To understand Hive security, we have to backtrack and understand Hadoop security and the history of Hadoop. Hadoop started out as a subproject of Apache Nutch. At that time and through its early formative years, features were prioritized over security. Security is more complex in a distributed system because multiple components across different machines need to communicate with each other.
Unsecured Hadoop like the versions before the v0.20.205 release
derived the username by forking a call to the whoami
program. Users are free to change this parameter by setting the hadoop.job.ugi
property for FSShell
(filesystem) commands. Map and reduce
tasks all run under the same system user (usually hadoop
or mapred
) on TaskTracker nodes.
Also, Hadoop components are typically listening on ports with high numbers.
They are also typically launched by nonprivileged users (i.e., users other
than root).
The recent efforts to secure Hadoop involved several changes,
primarily the incorporation of Kerberos
authorization support, but also other changes to close vulnerabilities.
Kerberos allows mutual authentication between client and server. A client’s
request for a ticket is passed along
with a request. Tasks on the TaskTracker are run as the
user who launched the job. Users are no longer able to impersonate other
users by setting the hadoop.job.ugi
property. For this to work, all Hadoop components must use Kerberos security
from end to end.
Hive was created before any of this Kerberos support was added to Hadoop, and Hive is not yet fully compliant with the Hadoop security changes.

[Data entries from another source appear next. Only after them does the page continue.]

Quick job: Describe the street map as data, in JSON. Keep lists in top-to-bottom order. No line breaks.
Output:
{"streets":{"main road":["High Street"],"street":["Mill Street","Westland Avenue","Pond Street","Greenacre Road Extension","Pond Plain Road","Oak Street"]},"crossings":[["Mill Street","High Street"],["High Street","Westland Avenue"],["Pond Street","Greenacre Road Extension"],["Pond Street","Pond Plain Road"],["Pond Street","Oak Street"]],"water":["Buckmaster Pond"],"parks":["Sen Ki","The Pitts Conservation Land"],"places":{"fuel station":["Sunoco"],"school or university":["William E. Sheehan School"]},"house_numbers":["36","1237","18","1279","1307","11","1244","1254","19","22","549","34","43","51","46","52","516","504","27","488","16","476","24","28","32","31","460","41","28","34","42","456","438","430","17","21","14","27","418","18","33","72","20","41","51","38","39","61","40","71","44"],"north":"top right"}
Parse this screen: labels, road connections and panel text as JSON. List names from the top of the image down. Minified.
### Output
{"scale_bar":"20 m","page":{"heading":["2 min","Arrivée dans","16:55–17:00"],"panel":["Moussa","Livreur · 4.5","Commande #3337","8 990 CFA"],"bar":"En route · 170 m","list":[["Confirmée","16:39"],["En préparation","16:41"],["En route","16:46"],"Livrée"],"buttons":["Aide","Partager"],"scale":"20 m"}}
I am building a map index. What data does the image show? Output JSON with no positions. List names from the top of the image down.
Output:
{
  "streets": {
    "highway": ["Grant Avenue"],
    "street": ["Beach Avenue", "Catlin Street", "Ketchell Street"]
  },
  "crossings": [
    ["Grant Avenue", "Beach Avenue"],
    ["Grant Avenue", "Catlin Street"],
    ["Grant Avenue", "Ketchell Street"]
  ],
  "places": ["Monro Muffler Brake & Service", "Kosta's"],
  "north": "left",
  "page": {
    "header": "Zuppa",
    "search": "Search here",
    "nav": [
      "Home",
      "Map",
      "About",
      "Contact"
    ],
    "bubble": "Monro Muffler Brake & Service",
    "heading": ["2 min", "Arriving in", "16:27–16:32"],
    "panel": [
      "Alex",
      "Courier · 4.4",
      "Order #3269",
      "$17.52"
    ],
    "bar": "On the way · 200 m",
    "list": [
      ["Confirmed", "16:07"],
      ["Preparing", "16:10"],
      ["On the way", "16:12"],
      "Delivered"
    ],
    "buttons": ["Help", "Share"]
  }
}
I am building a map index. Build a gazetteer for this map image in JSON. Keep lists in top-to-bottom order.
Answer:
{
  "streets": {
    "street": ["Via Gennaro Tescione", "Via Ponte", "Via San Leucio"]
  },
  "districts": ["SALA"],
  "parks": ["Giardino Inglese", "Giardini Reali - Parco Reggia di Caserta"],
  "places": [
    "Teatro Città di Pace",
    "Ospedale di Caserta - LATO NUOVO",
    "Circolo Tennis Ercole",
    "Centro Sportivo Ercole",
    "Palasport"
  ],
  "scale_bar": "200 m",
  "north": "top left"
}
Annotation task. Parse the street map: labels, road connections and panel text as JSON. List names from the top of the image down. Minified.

For example, the connection to the Hive metastore may use a direct connection to a JDBC database or it may go through Thrift, which will have to take actions on behalf of the user. Components like the Thrift-based HiveService also have to impersonate other users. The file ownership model of Hadoop, where one owner and group own a file, is different than the model many databases have implemented where access is granted and revoked on a table in a row- or column-based manner.
This chapter attempts to highlight components of Hive that operate differently between secure and nonsecure Hadoop. For more information on Hadoop security, consult Hadoop: The Definitive Guide by Tom White (O’Reilly).
Security support in Hadoop is still relatively new and evolving. Some parts of Hive are not yet compliant with Hadoop security support. The discussion in this section summarizes the current state of Hive security, but it is not meant to be definitive.
For more information on Hive security, consult the Security wiki page https://cwiki.apache.org/confluence/display/Hive/Security. Also, more than in any other chapter in this book, we’ll occasionally refer you to Hive JIRA entries for more information.
Hive v0.7.0 added integration with Hadoop security,[24] meaning, for example, that when Hive sends MapReduce jobs to the JobTracker in a secure cluster, it will use the proper authentication procedures. User privileges can be granted and revoked, as we’ll discuss below.
There are still several known security gaps involving Thrift and other components, as listed on the security wiki page.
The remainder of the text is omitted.